A framework for storing and processing big data. Mainly for batch processing. Useful for creating and managing distributed systems, over a network of computers. Provides many useful layers, like a file system (HDFS) and the MapReduce algorithm. Written in java. The logo is a baby elephant.
A single computer stores all data, in some sort of relational database for example, and users connect to the server to access the information. This is limits the volume of data, or increases costs.
Google was the first to implement a MapReduce algorithm. It divides the data into small parts and assigns it to many computers in a network, all unified by a centralised system. This is what Hadoop originates from. By using MapReduce, Hadoop uses parallel computing to process data, running "clusters" of computers that perform complex tasks on large volumes of data.
There are four core modules in Hadoop:
These provide the main components of Hadoop: MapReduce (Distributed Computation), HDFS (Distributed Storage), YARN Framework, and Common Utilities.
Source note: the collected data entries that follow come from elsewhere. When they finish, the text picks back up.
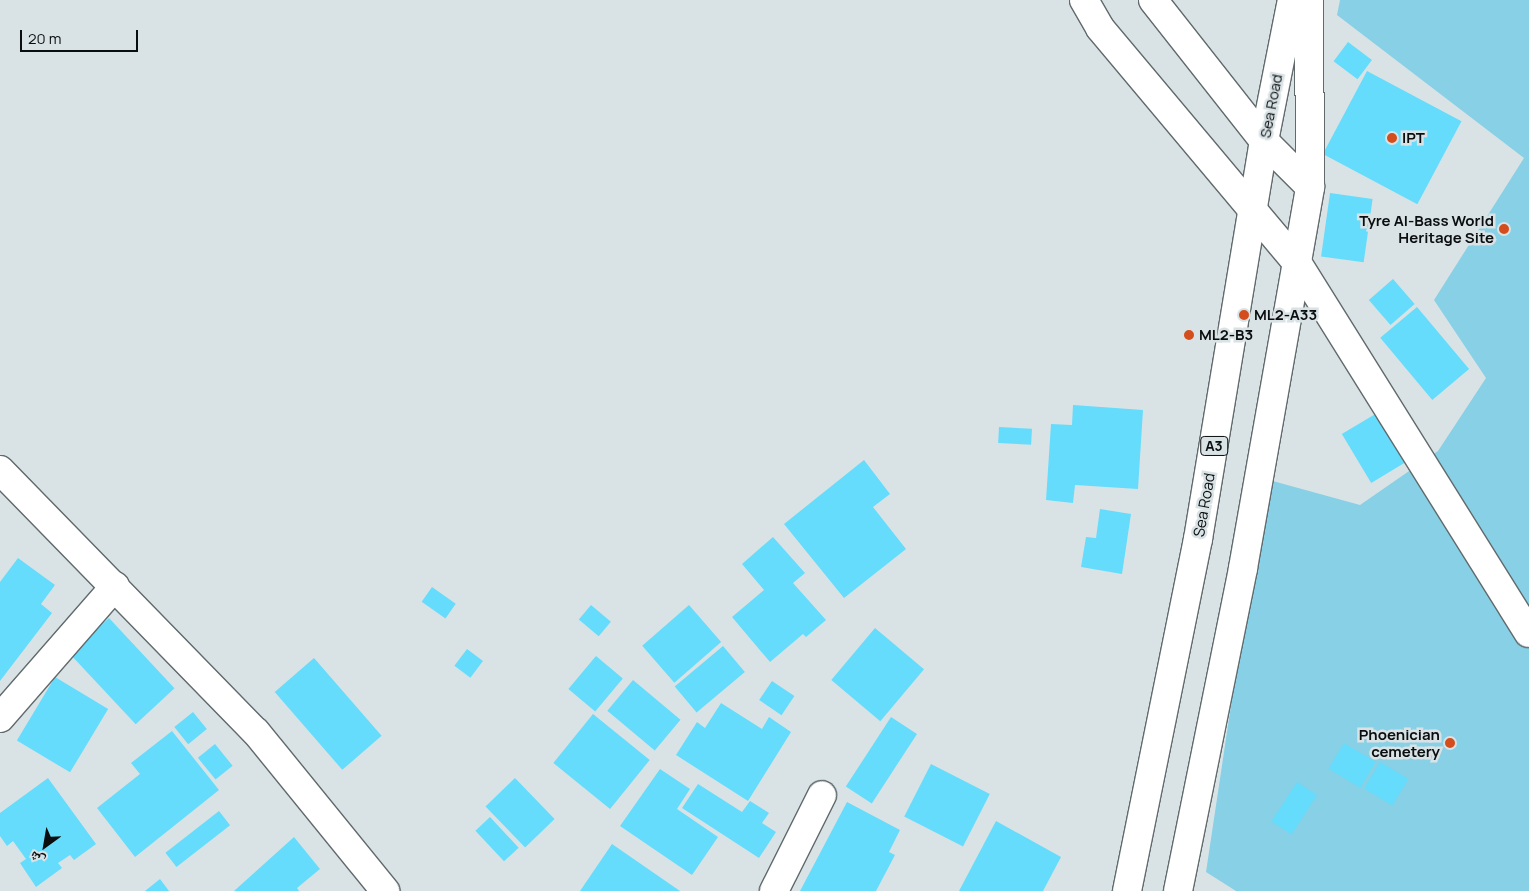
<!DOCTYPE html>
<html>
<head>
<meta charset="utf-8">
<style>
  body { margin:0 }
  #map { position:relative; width:1529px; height:891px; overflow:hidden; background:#d9e3e6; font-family:Manrope,"Noto Naskh Arabic",sans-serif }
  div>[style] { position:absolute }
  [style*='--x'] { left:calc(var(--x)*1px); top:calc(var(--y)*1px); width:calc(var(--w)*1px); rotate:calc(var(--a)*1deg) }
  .green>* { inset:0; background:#87d0e6 }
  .building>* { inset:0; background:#65dcfb; transform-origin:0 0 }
  .roads { filter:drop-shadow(1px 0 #616a6c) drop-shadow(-1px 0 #616a6c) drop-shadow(0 1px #616a6c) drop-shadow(0 -1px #616a6c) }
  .minor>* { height:28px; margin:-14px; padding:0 14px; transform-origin:14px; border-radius:14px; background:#fff }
  .primary>* { height:28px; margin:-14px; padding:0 14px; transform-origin:14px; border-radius:14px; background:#fff }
  .trunk>* { height:28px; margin:-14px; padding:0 14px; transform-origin:14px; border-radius:14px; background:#fff }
  .dots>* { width:14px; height:14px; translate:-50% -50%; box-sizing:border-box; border:2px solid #d9e3e6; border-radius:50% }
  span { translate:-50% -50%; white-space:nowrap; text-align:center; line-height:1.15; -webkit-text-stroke:5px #d9e3e6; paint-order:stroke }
  .shield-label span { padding:1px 4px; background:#d9e3e6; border:1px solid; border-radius:4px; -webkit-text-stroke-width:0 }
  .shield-label { font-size:14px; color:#0b0e0f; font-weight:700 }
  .street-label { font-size:15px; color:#0b0e0f }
  .poi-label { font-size:15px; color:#0b0e0f; font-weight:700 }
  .left { translate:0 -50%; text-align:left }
  .right { translate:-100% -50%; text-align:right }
  .north { position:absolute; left:20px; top:821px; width:50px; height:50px; -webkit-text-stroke:4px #d9e3e6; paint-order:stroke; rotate:212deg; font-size:14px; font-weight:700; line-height:20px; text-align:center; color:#0b0e0f }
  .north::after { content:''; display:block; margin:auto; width:18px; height:22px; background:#0b0e0f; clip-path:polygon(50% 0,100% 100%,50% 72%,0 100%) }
  .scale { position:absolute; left:20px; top:30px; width:118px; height:22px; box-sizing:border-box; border:2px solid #0b0e0f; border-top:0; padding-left:6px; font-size:15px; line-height:18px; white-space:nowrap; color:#0b0e0f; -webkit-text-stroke:4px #d9e3e6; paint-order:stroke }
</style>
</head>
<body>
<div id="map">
  <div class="green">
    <i style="clip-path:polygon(1340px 0,1529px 0,1529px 891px,1236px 891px,1206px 872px,1265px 479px,1360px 505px,1438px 451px,1486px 378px,1434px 300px,1524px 158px,1337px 15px)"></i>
  </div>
  <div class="building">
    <i style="left:1348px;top:42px;width:30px;height:24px;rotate:37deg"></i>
    <i style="left:1367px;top:71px;width:107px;height:94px;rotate:28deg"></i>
    <i style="left:1330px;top:193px;width:43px;height:64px;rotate:8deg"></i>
    <i style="left:1393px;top:279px;width:33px;height:32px;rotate:49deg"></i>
    <i style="left:1417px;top:307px;width:81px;height:48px;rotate:50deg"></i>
    <i style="clip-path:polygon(1073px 405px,1143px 410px,1138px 489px,1075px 485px,1073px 503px,1046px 500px,1051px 424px,1072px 425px)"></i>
    <i style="left:1377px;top:413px;width:57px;height:41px;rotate:59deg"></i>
    <i style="left:999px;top:427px;width:33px;height:16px;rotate:3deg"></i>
    <i style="clip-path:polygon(864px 460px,890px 494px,873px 507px,906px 549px,844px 598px,784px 524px)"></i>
    <i style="clip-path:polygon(1100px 509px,1131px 514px,1122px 574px,1081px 567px,1086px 537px,1096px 538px)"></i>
    <i style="clip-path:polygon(773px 537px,805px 573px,793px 583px,826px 620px,806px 637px,803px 634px,770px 662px,732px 617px,764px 590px,742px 564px)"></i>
    <i style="clip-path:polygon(18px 558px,55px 585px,41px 604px,52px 613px,0 681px,0 582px)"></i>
    <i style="left:432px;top:587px;width:29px;height:18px;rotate:35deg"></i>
    <i style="left:591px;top:605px;width:26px;height:19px;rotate:40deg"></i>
    <i style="left:689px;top:605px;width:49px;height:62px;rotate:49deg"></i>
    <i style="left:109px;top:618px;width:96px;height:53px;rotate:47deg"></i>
    <i style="left:875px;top:628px;width:64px;height:68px;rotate:40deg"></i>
    <i style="left:723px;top:646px;width:34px;height:63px;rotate:50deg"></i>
    <i style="left:467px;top:649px;width:20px;height:21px;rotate:37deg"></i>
    <i style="left:596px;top:656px;width:35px;height:43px;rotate:40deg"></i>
    <i style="left:314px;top:658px;width:103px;height:52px;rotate:49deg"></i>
    <i style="left:55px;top:677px;width:62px;height:74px;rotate:31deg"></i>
    <i style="left:633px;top:680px;width:62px;height:40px;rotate:40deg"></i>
    <i style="left:772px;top:681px;width:27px;height:23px;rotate:34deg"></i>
    <i style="clip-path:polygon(721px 703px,762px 729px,769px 717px,791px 732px,748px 801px,676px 755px,697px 722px,705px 728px)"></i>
    <i style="left:193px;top:712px;width:22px;height:24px;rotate:51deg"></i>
    <i style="left:593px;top:714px;width:73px;height:63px;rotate:39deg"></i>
    <i style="left:891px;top:717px;width:31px;height:83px;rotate:33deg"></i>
    <i style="clip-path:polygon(172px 731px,219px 790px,135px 857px,97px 808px,140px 774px,131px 763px)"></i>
    <i style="left:1344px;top:743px;width:37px;height:30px;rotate:31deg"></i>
    <i style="left:215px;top:744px;width:28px;height:22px;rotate:51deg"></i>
    <i style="left:1380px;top:762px;width:33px;height:31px;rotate:31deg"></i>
    <i style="left:931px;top:764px;width:66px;height:59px;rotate:27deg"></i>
    <i style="clip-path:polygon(660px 769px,690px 789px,677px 809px,718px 837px,692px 875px,620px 826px)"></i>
    <i style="clip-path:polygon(48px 778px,96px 844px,74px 860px,70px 855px,58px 863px,62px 868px,36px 887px,20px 863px,26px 859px,13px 841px,7px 846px,0 836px,0 813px)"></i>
    <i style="left:515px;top:778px;width:57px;height:41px;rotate:46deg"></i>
    <i style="left:1297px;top:782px;width:24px;height:47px;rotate:33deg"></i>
    <i style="clip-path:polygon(698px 784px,742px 812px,750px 801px,769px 813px,762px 823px,776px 832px,759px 858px,682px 808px)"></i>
    <i style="clip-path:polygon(847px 802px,900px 830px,889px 852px,895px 855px,876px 891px,800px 891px)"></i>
    <i style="left:219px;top:811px;width:18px;height:68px;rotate:52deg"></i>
    <i style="left:490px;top:817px;width:42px;height:20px;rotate:47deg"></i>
    <i style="clip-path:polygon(996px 821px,1061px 857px,1043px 891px,959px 891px)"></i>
    <i style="clip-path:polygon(294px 837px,320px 869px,297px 888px,299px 891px,234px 891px)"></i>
    <i style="clip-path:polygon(612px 844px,680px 891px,580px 891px)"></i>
    <i style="clip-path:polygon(160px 879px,169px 891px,145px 891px)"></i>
  </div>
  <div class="roads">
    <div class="minor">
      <i style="--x:1298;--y:264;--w:435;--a:58"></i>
      <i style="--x:0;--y:470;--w:366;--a:45.7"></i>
      <i style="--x:256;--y:732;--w:205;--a:50.9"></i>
      <i style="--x:0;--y:718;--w:175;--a:-48.9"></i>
      <i style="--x:774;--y:891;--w:107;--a:-63.4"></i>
    </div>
    <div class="primary">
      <i style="--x:1084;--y:0;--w:32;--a:60"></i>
      <i style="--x:1100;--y:28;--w:308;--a:50"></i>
      <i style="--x:1153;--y:0;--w:179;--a:51.8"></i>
      <i style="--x:1264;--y:141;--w:65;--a:45"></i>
    </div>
    <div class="trunk">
      <i style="--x:1127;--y:891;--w:359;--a:-78.6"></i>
      <i style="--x:1198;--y:539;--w:403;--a:-80.6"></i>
      <i style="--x:1264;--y:141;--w:144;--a:-78.8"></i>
      <i style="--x:1178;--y:891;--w:329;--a:-78.6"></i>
      <i style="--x:1243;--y:568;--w:387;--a:-80"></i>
      <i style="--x:1310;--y:187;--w:187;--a:-90.3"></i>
    </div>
  </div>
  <div class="dots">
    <i style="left:1392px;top:138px;background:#d44d1c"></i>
    <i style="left:1504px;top:229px;background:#d44d1c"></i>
    <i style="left:1244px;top:315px;background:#d44d1c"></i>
    <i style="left:1189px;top:335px;background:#d44d1c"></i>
    <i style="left:1450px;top:743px;background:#d44d1c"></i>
  </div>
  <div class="shield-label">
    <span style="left:1214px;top:446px">A3</span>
  </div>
  <div class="street-label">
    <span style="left:1271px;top:106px;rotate:-79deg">Sea Road</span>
    <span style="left:1204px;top:505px;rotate:-80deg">Sea Road</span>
  </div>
  <div class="poi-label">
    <span class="left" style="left:1402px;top:138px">IPT</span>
    <span class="right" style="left:1494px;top:229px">Tyre Al-Bass World<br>Heritage Site</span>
    <span class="left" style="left:1254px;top:315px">ML2-A33</span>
    <span class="left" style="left:1199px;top:335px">ML2-B3</span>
    <span class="right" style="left:1440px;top:743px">Phoenician<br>cemetery</span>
  </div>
  <div class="north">ش</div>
  <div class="scale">20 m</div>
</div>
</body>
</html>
A MapReduce program is composed of a Map() method, that reformats data into a key-value pairs (tuples), and a Reduce() method that combines tuples into smaller sets of tuples. MapReduce framework has a single master JobTracker and slave TaskTracker per cluster-node.
Map applies a function onto each element in a list. Reduce applies a fold on the list, applying a binary function onto all elements.
Provides a system for file management over a distributed system of hundreds of computers.
Stage 1: Specify a job, with the location of input and output files, the map reduce functions, and the configurations.
Stage 2: The Hadoop job client submits the job (.exe) and configurations to JobTracker which distributes the job to the slaves, while monitoring their status.
Stage 3: The TaskTracker on different nodes executes the MapReduce function and stores the output data.